The Board denied parole to Vondale Parker is a violent criminal who just last week punched a prison employee in the face. Parker has had a long criminal career, with seven convictions in Marshall County.

Parker was sentenced in 2017 to five years in prison for first-degree robbery and 15 years for promoting prison contraband. In 2013 he was sentenced to 10 years for possession of chemicals with the intent to manufacture drugs. Parker was sentenced in 2005 to 15 years in prison on a case from 2003 for second-degree assault in Marshall County.

The Gadsden Times reported on December 4, 2002 that Parker was charged by the Albertville Police Department with second-degree assault of his estranged girlfriend. The newspaper reported that according to Albertville Police Chief Benny Womack, Parker “picked up a sharp object and started cutting (the victim) with it.

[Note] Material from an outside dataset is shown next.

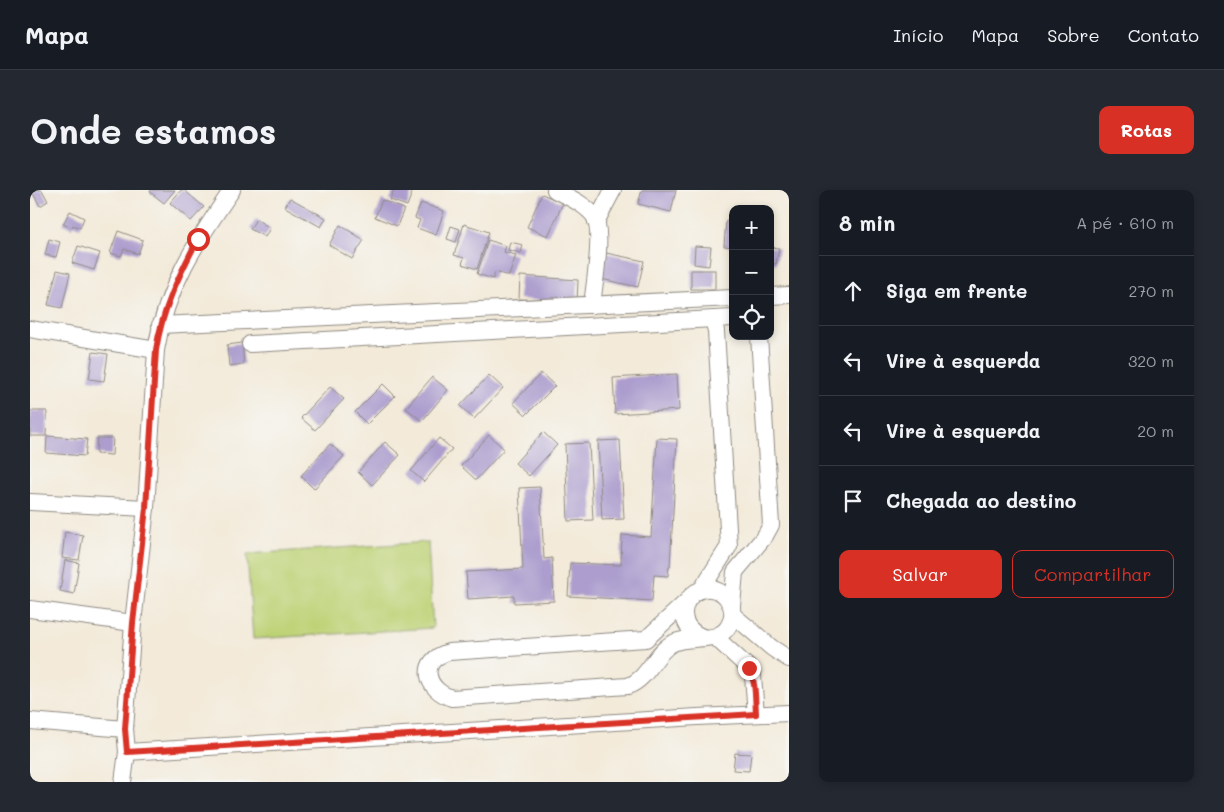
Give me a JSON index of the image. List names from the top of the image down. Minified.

Parker reportedly said that “it was time for her to die.” Marshall served only five years of the 15-year sentence for that violent assault before he was paroled back to society in 2008. In 1999 he was he sentenced to 15 years for a conviction for offenses-other class C felony. In 1996 he was sentenced to 15 years for second-degree arson and third-degree burglary. Court of Criminal Appeals records show he had originally been given a split sentence for the arson and burglary cases, to serve six months in prison and the rest on probation, but that probation was revoked, and he was sent back to prison. The Appeals Court records show he was released from prison again and placed on probation but that again he violated probation and was sent back to prison in 1999.

Despite accumulating a combined 90+ years in prison time for his various offenses and having served just two years of his most recent sentence, Parker was actually eligible for parole. That was denied.

Frank Everett Rowe also was denied parole. He has been convicted three times for violating the sex offender notification law. He was arrested in Mobile County in December 2018 and charged with violating the sex offender notification law and for being a sex offender with a Facebook account.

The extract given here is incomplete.